Here is the output from the 'concurrent' version, with line 63 uncommented:
=== Device attributes
Name: GeForce GTX 980
Compute capability: (5, 2)
Concurrent Kernels: True
=== Checking answers
Dataset 0 : passed.
Dataset 1 : passed.
=== Timing info (for last set of kernel launches)
Dataset 0
kernel_begin : 1.68524801731
kernel_end : 1.77305603027
Dataset 1
kernel_begin : 1.7144639492
kernel_end : 1.80246400833
Here is the version with line 63 commented out. This should be no longer running concurrently, and should be significantly slower.

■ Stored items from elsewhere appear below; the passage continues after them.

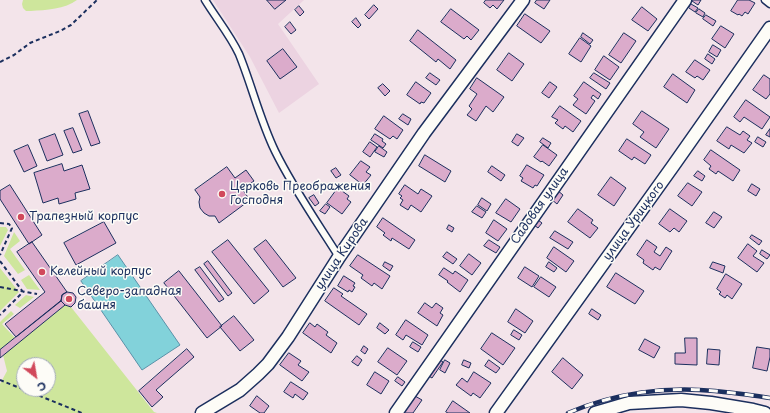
<!DOCTYPE html>
<meta charset="utf-8">
<style>
body{margin:0}
#map{position:relative;width:770px;height:413px;overflow:hidden;background:#f3e4ea;font-family:"Playpen Sans",sans-serif}
canvas{display:block}
.north{position:absolute;left:16px;top:357px;width:40px;height:40px;box-sizing:border-box;background:#fdfcf7;border:1px solid #a3aaba;border-radius:50%;rotate:149deg;font-size:11px;font-weight:700;line-height:16px;text-align:center;color:#1b2f5e}
.north::after{content:'';display:block;margin:auto;width:14px;height:18px;background:#d1495b;clip-path:polygon(50% 0,100% 100%,50% 72%,0 100%)}
</style>
<div id="map">
<canvas width="770" height="413"></canvas>
<div class="north">С</div>
</div>
<script>
const g = document.querySelector('canvas').getContext('2d');
g.lineJoin = 'round';
function fill(path, color) { g.fillStyle = color; g.fill(path, 'evenodd'); }
function trace(path, color, width, dash) { g.strokeStyle = color; g.lineWidth = width; g.lineCap = dash ? 'butt' : 'round'; g.setLineDash(dash || []); g.stroke(path); }
function drawText(font, color, halo, rows, align = 'center') {
  g.font = font + ' "Playpen Sans",sans-serif'; g.lineWidth = 3; g.setLineDash([]); g.textBaseline = 'middle'; g.strokeStyle = halo; g.fillStyle = color; for (const [text, x, y, turn = 0] of rows) {
    g.save(); g.translate(x, y); g.rotate((+turn || 0) * Math.PI / 180); g.textAlign = isNaN(turn) ? turn : align; if (halo) g.strokeText(text, 0, 0); g.fillText(text, 0, 0); g.restore();
  }
}
fill(new Path2D(`
 M213 0H304L278 24 319 84 279 113 250 57Z`), '#ecd3e1');
fill(new Path2D(`
 M23 0H77C65 9 46 10 31 11H26L23 8 22 4Z
 M0 227H6L8 230 0 246Z
 M14 232 20 241 10 249 25 270 18 274 4 256Z
 M0 268 19 292 0 311Z
 M29 275 40 290 27 289 21 280Z
 M26 295 34 297 20 308 15 305Z
 M65 305 71 307 139 393 154 412 157 413H0V384L7 371 3 355ZM24 365H48V389H24Z
 M11 311 14 314 2 324 15 338 0 350V322Z`), '#cee69c');
const water = new Path2D(`
 M118 255 180 345 142 370 81 281Z`);
fill(water, '#82d2da');
trace(water, '#5991a8', 1);
const building = new Path2D(`
 M267 0H286L275 9Z
 M486 0H504L497 9 493 5 490 8 484 3Z
 M537 0H550L544 9 535 3Z
 M692 0H701L698 5 692 1Z
 M738 0H749L755 3 748 14 745 12 742 16 739 14 738 15 731 11Z
 M691 4 698 8 695 12 689 8Z
 M374 5 378 9 369 19 365 15Z
 M299 6 304 12 300 16 295 10Z
 M642 7 657 19 648 31 632 20Z
 M451 9 479 30 471 40 467 36 464 39 441 22Z
 M699 9 705 13 703 17 696 13Z
 M525 14 550 31 541 43 517 26Z
 M706 15 716 21 713 26 703 19Z
 M356 18 361 25 358 28 352 22Z
 M290 22 296 30 291 34 285 27Z
 M721 26 734 34 725 48 712 39Z
 M418 30 456 60 450 69 438 59 436 62 410 41Z
 M583 33 593 40 590 44 581 37Z
 M624 33 636 41 621 63 609 55Z
 M580 38 591 46 581 62 569 54Z
 M713 45 721 50 717 57 709 52Z
 M283 49 297 67 280 79 267 61Z
 M509 53 524 64 512 81 497 70Z
 M708 54 715 59 712 64 705 59Z
 M604 56 619 67 610 80 595 70Z
 M695 60 710 70 703 80 697 76 695 78 686 72Z
 M430 73 440 80 436 85 426 78Z
 M594 73 610 83 606 89 590 78Z
 M673 74 695 90 687 103 664 87Z
 M764 75 770 79V94L766 99 753 90Z
 M477 78 504 97 493 112 486 106 476 121 467 115 472 109 469 106 477 94 470 89Z
 M416 82 431 93 424 103 421 102 420 104 407 95Z
 M550 82 557 87 549 98 542 93Z
 M584 82 601 94 598 99 593 95 591 98 595 101 586 114 573 105 578 99 574 96Z
 M383 84 390 91 385 96 378 88Z
 M746 100 770 117 762 129 744 117 740 122 734 117Z
 M560 106 581 121 573 132 565 126 563 129 555 123 558 120 552 117Z
 M88 111 100 143 91 146 79 114Z
 M642 111 669 129 656 148 640 137 644 132 633 124Z
 M403 114 411 119 408 125 399 119Z
 M384 116 403 130 397 139 393 136 390 139 375 129Z
 M727 127 740 135 743 131 750 136 747 140 752 143 744 153 731 145 729 149 717 141Z
 M73 128 82 150 73 153 64 131Z
 M770 129V137L766 135Z
 M55 134 63 155 47 161 39 140Z
 M375 134 383 139 382 141 386 144 383 148 371 140Z
 M517 134 524 138 518 146 512 142Z
 M758 137 766 142 763 147 755 142Z
 M543 138 551 143 548 148 540 142Z
 M627 139 651 155 645 164 634 157 632 160 619 151Z
 M370 142 377 147 370 157 363 152Z
 M28 145 37 166 24 172 14 151Z
 M543 145 557 155 549 166 542 161 541 162 534 157Z
 M379 146 387 152 384 157 375 152Z
 M711 150 740 170 733 181 718 171 716 174 709 169 711 166 704 160Z
 M425 155 451 171 445 182 419 166Z
 M361 161 370 167 366 172 371 175 363 185 350 175Z
 M62 164 64 171 82 165 90 189 75 193 76 199 59 204 58 198 43 203 34 173Z
 M527 165 544 175 537 186 535 185 533 188 521 181 523 178 520 176Z
 M492 166 505 175 501 181 488 172Z
 M227 167 235 178 246 170 254 181 242 189 250 200 219 223 215 216H209L204 213 200 208 199 202 200 197 195 190Z
 M336 168 341 175 336 178 331 171Z
 M698 171 705 176 702 181 694 176Z
 M611 177 626 188 614 206 598 195Z
 M688 183 702 192 692 206 678 196Z
 M752 184 760 189 756 196 748 191Z
 M10 185 42 235 29 244 0 199V191Z
 M405 185 418 194 421 189 432 196 421 212 411 205 408 210 400 205 403 200 400 198 402 196 399 194Z
 M338 188 349 196 347 199 351 202 342 214 327 203Z
 M557 190 563 195 557 204 551 199Z
 M314 195 319 203 315 206 309 198Z
 M482 198 491 204 487 211 478 205Z
 M506 199 520 209 511 222 496 213Z
 M326 204 330 207 325 214 320 211Z
 M477 206 486 212 482 218 472 212Z
 M578 209 593 220 591 223 598 228 590 238 568 222Z
 M670 209 687 221 679 232 674 228 670 232 659 224Z
 M714 212 722 217 714 228 706 223Z
 M383 218 415 240 409 249 392 238 391 241 383 235 385 233 377 227Z
 M494 220 507 229 498 241 486 233Z
 M538 220 542 223 538 228 534 225Z
 M104 222 116 243 76 265 64 243Z
 M449 225 454 228 452 232 447 229Z
 M555 231 573 242 568 249 550 238Z
 M752 235 762 241 759 245 750 238Z
 M228 240 269 291 254 304 212 252Z
 M266 240 296 278 283 287 254 249Z
 M489 240 500 247 496 253 484 246Z
 M647 240 657 247 654 252 660 256 666 247 672 251 660 270 655 267 653 270 643 263 644 260 637 255Z
 M32 242 67 292 62 295 61 301 16 337 5 324 45 292 17 252Z
 M748 244 757 251 753 256 764 263 757 272 738 258Z
 M554 247 574 261 566 272 547 258Z
 M762 250 770 255 767 259 760 254Z
 M447 252 457 259 453 264 443 257Z
 M469 254 481 263 472 275 460 266Z
 M358 255 390 276 382 289 374 283 372 286 361 278 363 275 350 266Z
 M208 261 232 293 228 296 204 264Z
 M385 262 393 266 390 271 383 266Z
 M549 262 557 268 554 272 546 267Z
 M713 262 725 266 723 273 710 268Z
 M200 267 224 299 219 302 195 270Z
 M525 267 539 276 532 287 518 278Z
 M444 268 453 274 455 271 468 280 460 292 447 282 448 281 439 275Z
 M179 271 222 326 207 338 164 283Z
 M616 273 644 291 635 304 607 287Z
 M726 274 742 284 732 299 727 295 725 298 719 294 721 292 717 289Z
 M344 276 355 283 353 286 355 287 352 292 349 290 348 292 338 286Z
 M541 277 556 287 549 297 534 287Z
 M334 288 343 294 341 296 367 314 359 325 325 301Z
 M67 292 73 293 76 297 75 303 71 307 65 305 61 301 62 295Z
 M61 301 65 305 0 358V350Z
 M425 303 432 308 436 303 443 308 440 313 443 315 437 326 418 313Z
 M516 309 533 321 525 333 508 322Z
 M592 309 601 315 598 320 589 314Z
 M234 316 254 340 240 351 220 327Z
 M406 320 428 335 422 345 406 335 403 340 396 335Z
 M310 323 315 327 317 324 328 332 326 335 337 343 331 353 303 333Z
 M380 323 389 330 385 334 377 328Z
 M514 330 522 335 519 340 511 335Z
 M492 333 515 348 503 365 481 349Z
 M685 338H697V365L675 364V353H685Z
 M645 339 660 347 654 358 639 350Z
 M413 342 421 347 418 352 410 347Z
 M364 346 368 349 365 354 361 351Z
 M757 347 770 349V357L767 371 753 368Z
 M388 348 407 361 397 375 378 362Z
 M187 349 194 357 156 390 163 397 152 407 139 391Z
 M708 349 720 350 719 365 707 364Z
 M289 353 301 361 298 365 309 372 302 381 280 365Z
 M357 356 362 360 358 366 352 362Z
 M437 358 443 362 432 378 427 375Z
 M563 358 583 375 572 389 552 372Z
 M445 360 450 363 445 373 440 370Z
 M464 360 471 363 469 368 462 365Z
 M489 360 500 368 496 373 485 366Z
 M375 372 389 381 381 394 367 385Z
 M474 372 491 383 480 398 473 393 471 396 456 385 462 378 467 382Z
 M398 377 405 382 402 386 395 381Z
 M291 382 308 393 303 400 295 394 293 398 284 392Z
 M257 396 269 406 264 413H260L250 406Z
 M415 396 422 400 413 413H404Z
 M453 401 470 413H448L446 412Z`);
fill(building, '#dbabcb');
trace(building, '#1b2f5e', 1);
const service = new Path2D(`
 M205 0C216 18 230 35 239 54 252 86 260 120 275 151 293 188 317 222 339 257
 M765 0 770 4`);
const minor = new Path2D(`
 M202 413 240 390 258 374 268 364 288 337 339 257 424 133 523 0
 M396 413 685 0
 M496 413 673 166 770 28
 M595 413 629 403 681 400 711 403 753 410 765 413`);
trace(service, '#1b2f5e', 9);
trace(minor, '#1b2f5e', 15);
trace(new Path2D(`
 M0 62 14 55 30 43 60 31 71 25 97 0
 M0 223 9 224 12 228 0 255
 M0 261 23 292 0 315
 M0 287 37 294
 M0 380 82 413`), '#1b2f5e', 2, [4, 3]);
trace(service, '#fdfcf7', 6);
trace(minor, '#fdfcf7', 12);
const rail = new Path2D(`
 M568 413C614 393 666 386 715 391 734 393 752 395 770 398`);
trace(rail, '#1b2f5e', 4.5);
trace(rail, '#fdfcf7', 3, [9]);
for (const [x, y, r, color] of [
 [222,194,4,"#d1495b"],
 [21,217,4,"#d1495b"],
 [42,272,4,"#d1495b"],
 [69,299,4,"#d1495b"]
]) { const dot = new Path2D(); dot.arc(x, y, r, 0, 2 * Math.PI); g.fillStyle = color; g.fill(dot); trace(dot, '#fdfcf7', 1.5); }
drawText('12px', '#1b2f5e', '#fdfcf7', [
 ["Церковь Преображения",230,187],
 ["Господня",230,201],
 ["Трапезный корпус",29,217],
 ["Келейный корпус",50,272],
 ["Северо-западная",77,292],
 ["башня",77,306]
], 'left');
drawText('12px', '#1b2f5e', '#fdfcf7', [
 ["Садовая улица",540,206,-55],
 ["улица Урицкого",634,221,-54],
 ["улица Кирова",342,254,-56]
]);
</script>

It looks nearly the same to me (about 0.08 - 0.09 in both cases):
=== Device attributes
Name: GeForce GTX 980
Compute capability: (5, 2)
Concurrent Kernels: True
=== Checking answers
Dataset 0 : passed.
Dataset 1 : passed.
=== Timing info (for last set of kernel launches)
Dataset 0
kernel_begin : 1.20230400562
kernel_end : 1.28966403008
Dataset 1
kernel_begin : 1.21827197075
kernel_end : 1.30672001839
Is there something I'm missing here? Is there another way to test concurrency?